**Problem details**. Images are not wanted; transcribe the rest of the listing exactly.

'''

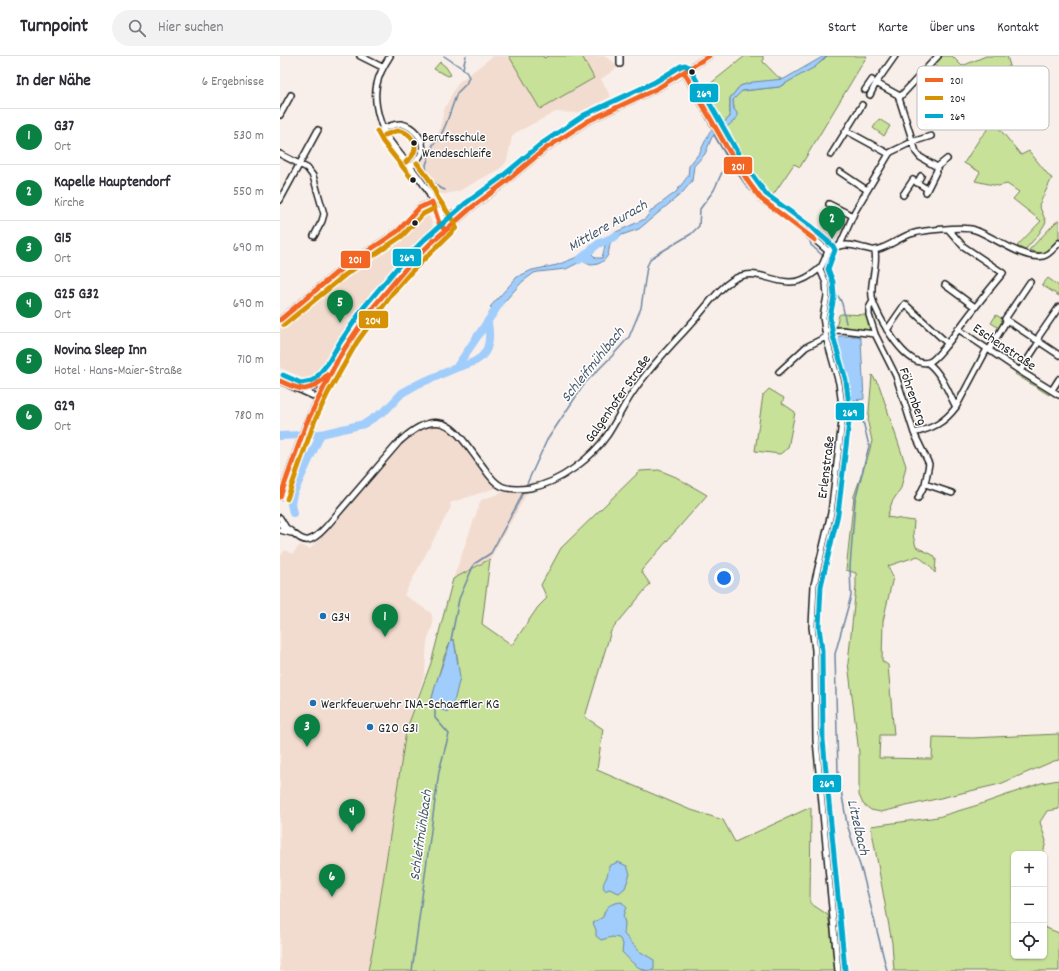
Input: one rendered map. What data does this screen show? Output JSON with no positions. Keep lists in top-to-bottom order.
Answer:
{
  "streets": {
    "street": [
      "Eschenstraße",
      "Föhrenberg",
      "Galgenhofer Straße",
      "Erlenstraße"
    ]
  },
  "crossings": [
    ["Galgenhofer Straße", "Erlenstraße"]
  ],
  "water": ["Mittlere Aurach", "Schleifmühlbach", "Litzelbach"],
  "places": [
    "Berufsschule Wendeschleife",
    "G34",
    "Werkfeuerwehr INA-Schaeffler KG",
    "G20 G31"
  ],
  "lines": ["transit line 201", "transit line 269", "transit line 204"],
  "legend": ["201", "204", "269"],
  "page": {
    "header": "Turnpoint",
    "search": "Hier suchen",
    "nav": [
      "Start",
      "Karte",
      "Über uns",
      "Kontakt"
    ],
    "heading": ["In der Nähe", "6 Ergebnisse"],
    "list": [
      {
        "mark": "1",
        "name": "G37",
        "note": "Ort",
        "value": "530 m"
      },
      {
        "mark": "2",
        "name": "Kapelle Hauptendorf",
        "note": "Kirche",
        "value": "550 m"
      },
      {
        "mark": "3",
        "name": "G15",
        "note": "Ort",
        "value": "690 m"
      },
      {
        "mark": "4",
        "name": "G25 G32",
        "note": "Ort",
        "value": "690 m"
      },
      {
        "mark": "5",
        "name": "Novina Sleep Inn",
        "note": "Hotel · Hans-Maier-Straße",
        "value": "710 m"
      },
      {
        "mark": "6",
        "name": "G29",
        "note": "Ort",
        "value": "780 m"
      }
    ],
    "pins": [
      "2",
      "5",
      "1",
      "3",
      "4",
      "6"
    ],
    "map_buttons": ["+", "−"]
  }
}
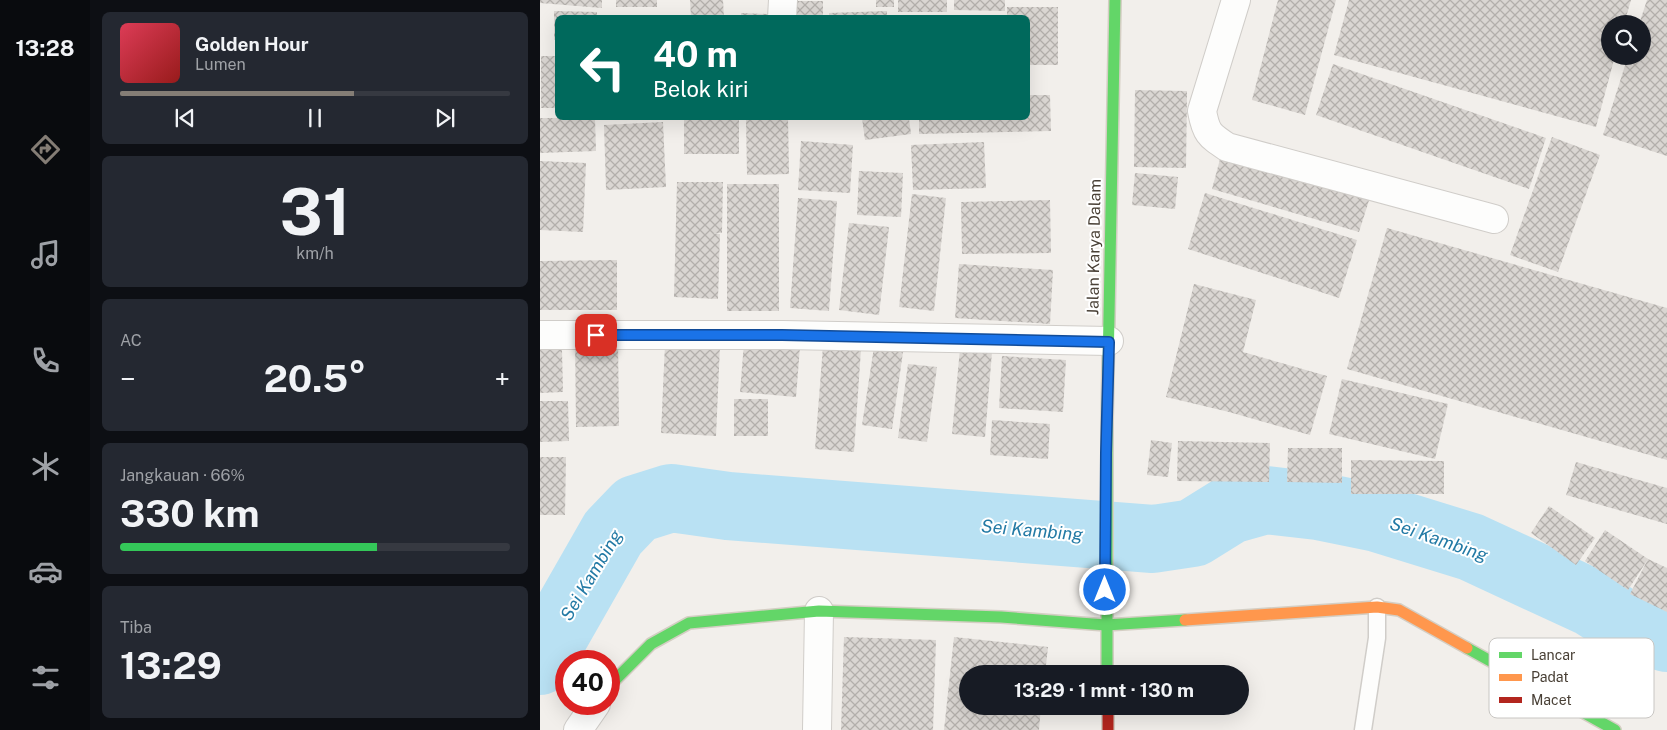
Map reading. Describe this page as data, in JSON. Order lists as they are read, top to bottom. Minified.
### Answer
{"streets":{"street":["Jalan Karya Dalam"]},"water":["Sei Kambing"],"legend":["Lancar","Padat","Macet"],"page":{"tabs":"13:28","turn":["40 m","Belok kiri"],"song":["Golden Hour","Lumen"],"tile":[["31","km/h"],"AC",["Jangkauan · 66%","330 km"],["Tiba","13:29"]],"heat":["−","20.5°","+"],"limit":"40","trip":"13:29 · 1 mnt · 130 m"}}
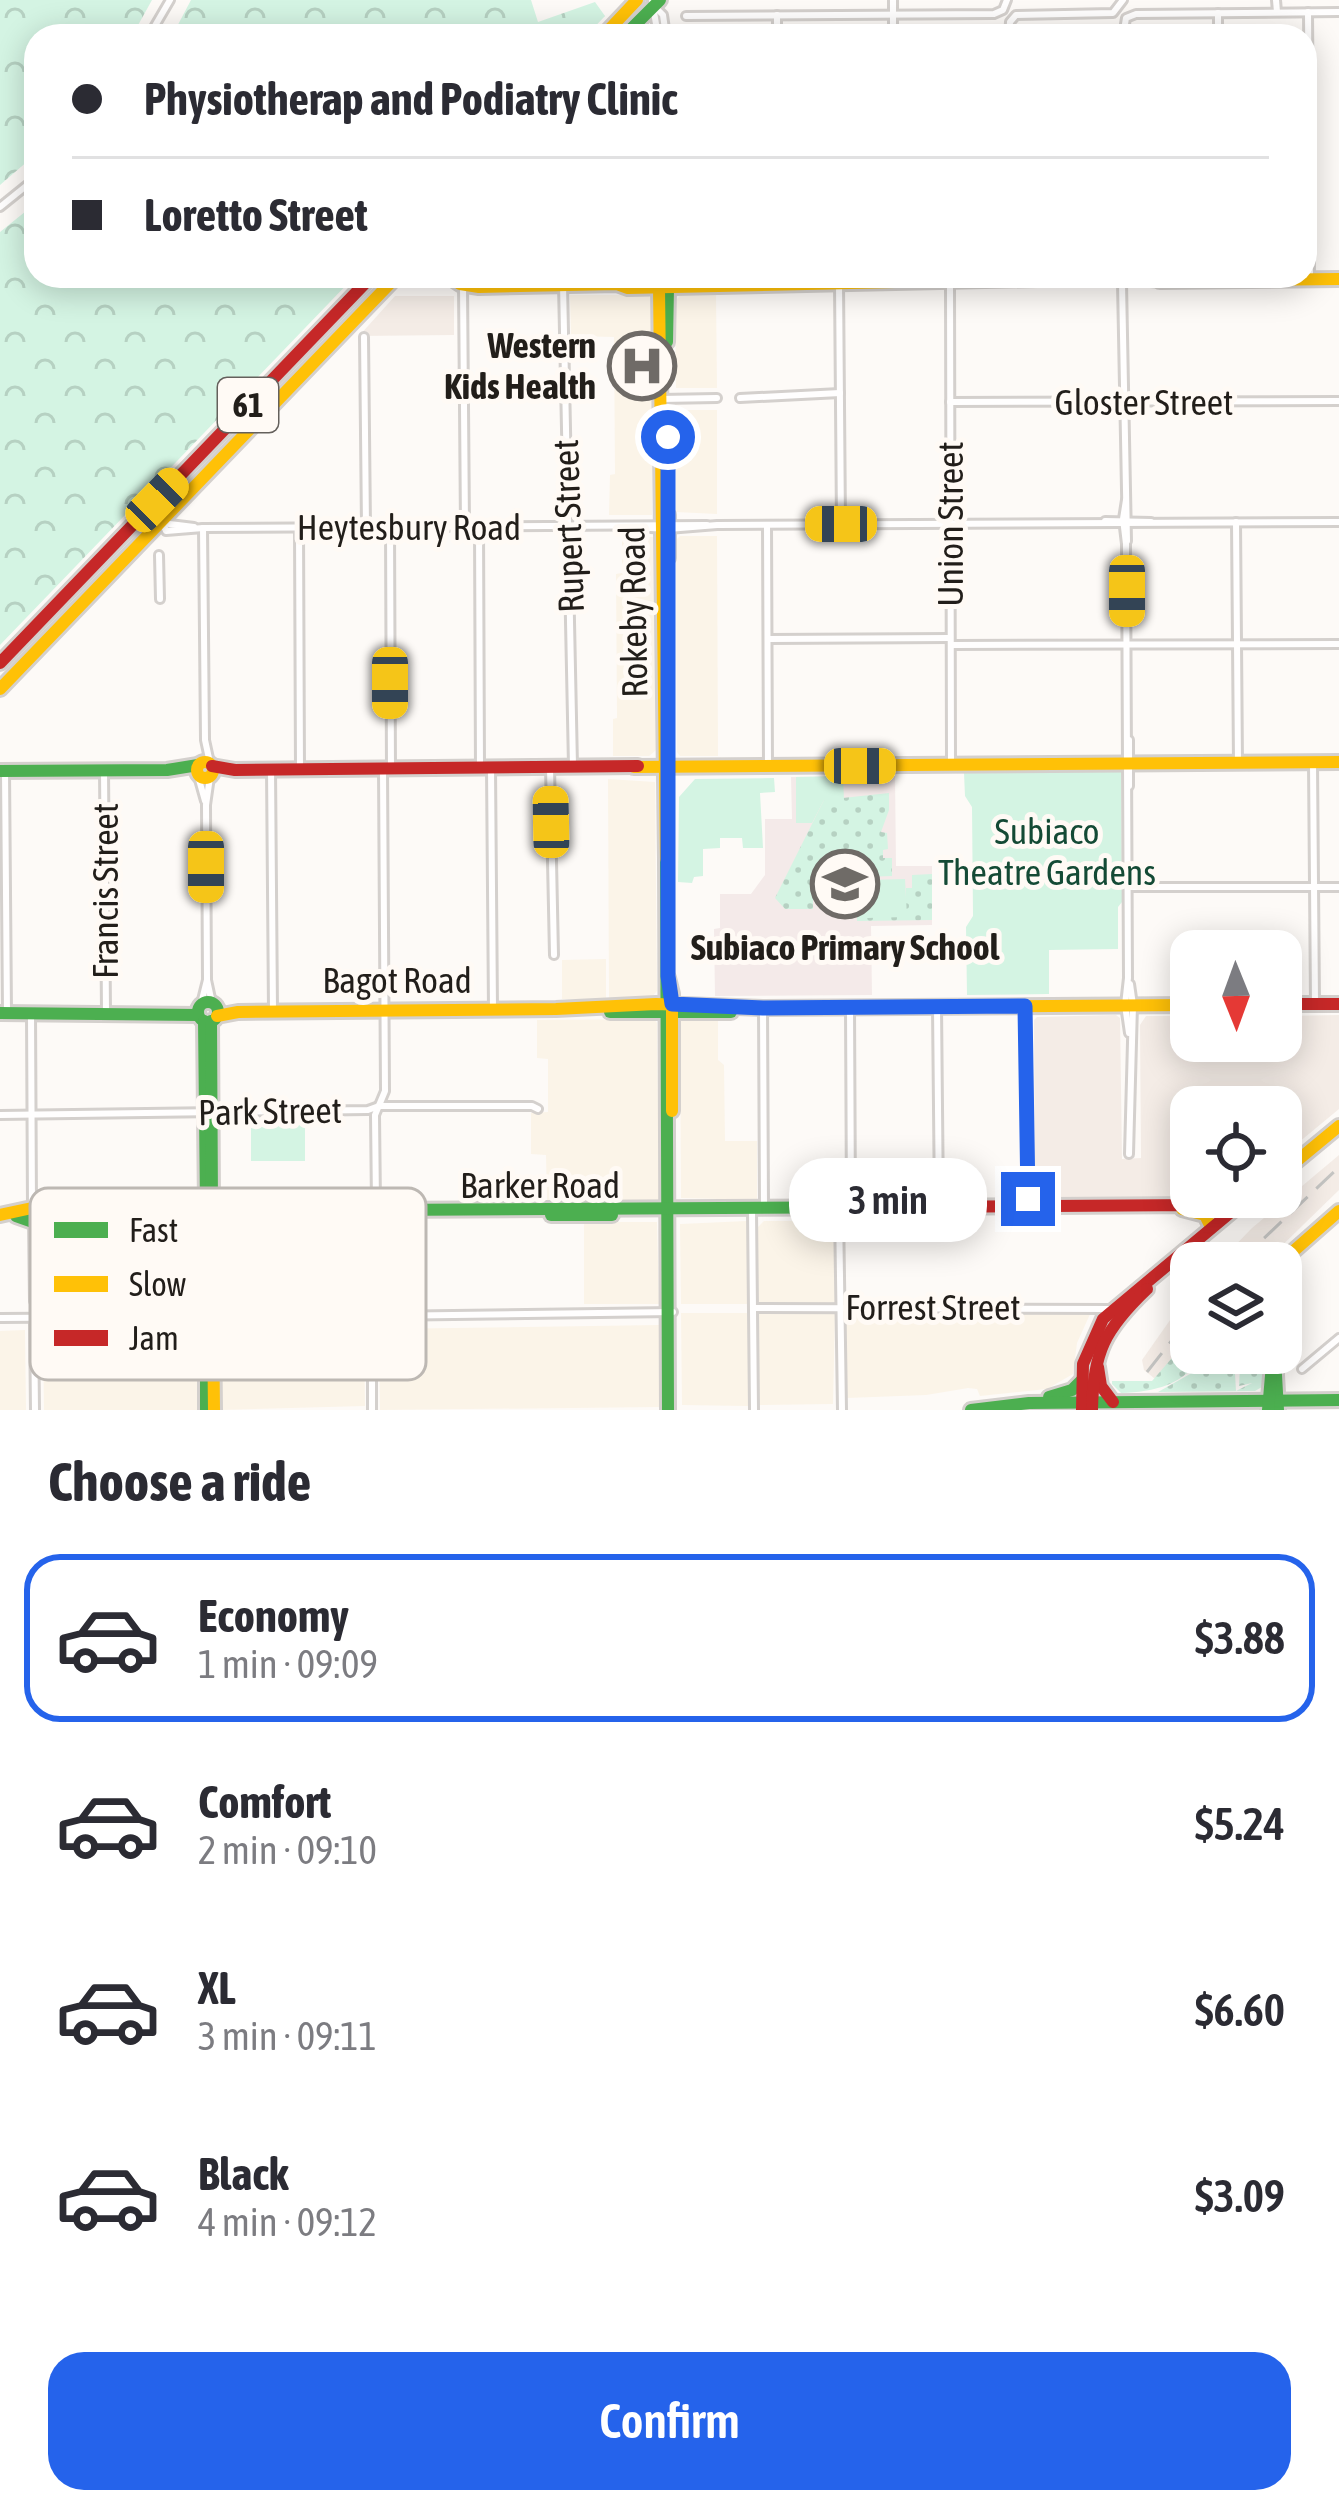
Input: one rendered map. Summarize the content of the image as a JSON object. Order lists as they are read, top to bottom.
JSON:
{
  "streets": {
    "main road": [
      "61",
      "Rokeby Road",
      "Bagot Road",
      "Barker Road"
    ],
    "street": [
      "Gloster Street",
      "Union Street",
      "Rupert Street",
      "Heytesbury Road",
      "Francis Street",
      "Park Street",
      "Forrest Street"
    ]
  },
  "crossings": [
    ["Gloster Street", "Union Street"],
    ["61", "Heytesbury Road"],
    ["Union Street", "Heytesbury Road"],
    ["Rupert Street", "Heytesbury Road"],
    ["Heytesbury Road", "Rokeby Road"],
    ["Rokeby Road", "Bagot Road"],
    ["Rokeby Road", "Barker Road"],
    ["Francis Street", "Bagot Road"]
  ],
  "parks": ["Subiaco Theatre Gardens"],
  "places": {
    "hospital": ["Western Kids Health"],
    "school or university": ["Subiaco Primary School"]
  },
  "legend": ["Fast", "Slow", "Jam"],
  "north": "bottom",
  "page": {
    "banner": ["Physiotherap and Podiatry Clinic", "Loretto Street"],
    "bubble": "3 min",
    "heading": "Choose a ride",
    "list": [
      {
        "name": "Economy",
        "note": "1 min · 09:09",
        "value": "$3.88"
      },
      {
        "name": "Comfort",
        "note": "2 min · 09:10",
        "value": "$5.24"
      },
      {
        "name": "XL",
        "note": "3 min · 09:11",
        "value": "$6.60"
      },
      {
        "name": "Black",
        "note": "4 min · 09:12",
        "value": "$3.09"
      }
    ],
    "buttons": "Confirm"
  }
}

'''

**Result of this exercise**.
Input: one rendered map. What data does this screen show? Output JSON with no positions. Keep lists in top-to-bottom order.
Answer:
{
  "streets": {
    "street": [
      "Eschenstraße",
      "Föhrenberg",
      "Galgenhofer Straße",
      "Erlenstraße"
    ]
  },
  "crossings": [
    ["Galgenhofer Straße", "Erlenstraße"]
  ],
  "water": ["Mittlere Aurach", "Schleifmühlbach", "Litzelbach"],
  "places": [
    "Berufsschule Wendeschleife",
    "G34",
    "Werkfeuerwehr INA-Schaeffler KG",
    "G20 G31"
  ],
  "lines": ["transit line 201", "transit line 269", "transit line 204"],
  "legend": ["201", "204", "269"],
  "page": {
    "header": "Turnpoint",
    "search": "Hier suchen",
    "nav": [
      "Start",
      "Karte",
      "Über uns",
      "Kontakt"
    ],
    "heading": ["In der Nähe", "6 Ergebnisse"],
    "list": [
      {
        "mark": "1",
        "name": "G37",
        "note": "Ort",
        "value": "530 m"
      },
      {
        "mark": "2",
        "name": "Kapelle Hauptendorf",
        "note": "Kirche",
        "value": "550 m"
      },
      {
        "mark": "3",
        "name": "G15",
        "note": "Ort",
        "value": "690 m"
      },
      {
        "mark": "4",
        "name": "G25 G32",
        "note": "Ort",
        "value": "690 m"
      },
      {
        "mark": "5",
        "name": "Novina Sleep Inn",
        "note": "Hotel · Hans-Maier-Straße",
        "value": "710 m"
      },
      {
        "mark": "6",
        "name": "G29",
        "note": "Ort",
        "value": "780 m"
      }
    ],
    "pins": [
      "2",
      "5",
      "1",
      "3",
      "4",
      "6"
    ],
    "map_buttons": ["+", "−"]
  }
}
Map reading. Describe this page as data, in JSON. Order lists as they are read, top to bottom. Minified.
### Answer
{"streets":{"street":["Jalan Karya Dalam"]},"water":["Sei Kambing"],"legend":["Lancar","Padat","Macet"],"page":{"tabs":"13:28","turn":["40 m","Belok kiri"],"song":["Golden Hour","Lumen"],"tile":[["31","km/h"],"AC",["Jangkauan · 66%","330 km"],["Tiba","13:29"]],"heat":["−","20.5°","+"],"limit":"40","trip":"13:29 · 1 mnt · 130 m"}}
Input: one rendered map. Summarize the content of the image as a JSON object. Order lists as they are read, top to bottom.
JSON:
{
  "streets": {
    "main road": [
      "61",
      "Rokeby Road",
      "Bagot Road",
      "Barker Road"
    ],
    "street": [
      "Gloster Street",
      "Union Street",
      "Rupert Street",
      "Heytesbury Road",
      "Francis Street",
      "Park Street",
      "Forrest Street"
    ]
  },
  "crossings": [
    ["Gloster Street", "Union Street"],
    ["61", "Heytesbury Road"],
    ["Union Street", "Heytesbury Road"],
    ["Rupert Street", "Heytesbury Road"],
    ["Heytesbury Road", "Rokeby Road"],
    ["Rokeby Road", "Bagot Road"],
    ["Rokeby Road", "Barker Road"],
    ["Francis Street", "Bagot Road"]
  ],
  "parks": ["Subiaco Theatre Gardens"],
  "places": {
    "hospital": ["Western Kids Health"],
    "school or university": ["Subiaco Primary School"]
  },
  "legend": ["Fast", "Slow", "Jam"],
  "north": "bottom",
  "page": {
    "banner": ["Physiotherap and Podiatry Clinic", "Loretto Street"],
    "bubble": "3 min",
    "heading": "Choose a ride",
    "list": [
      {
        "name": "Economy",
        "note": "1 min · 09:09",
        "value": "$3.88"
      },
      {
        "name": "Comfort",
        "note": "2 min · 09:10",
        "value": "$5.24"
      },
      {
        "name": "XL",
        "note": "3 min · 09:11",
        "value": "$6.60"
      },
      {
        "name": "Black",
        "note": "4 min · 09:12",
        "value": "$3.09"
      }
    ],
    "buttons": "Confirm"
  }
}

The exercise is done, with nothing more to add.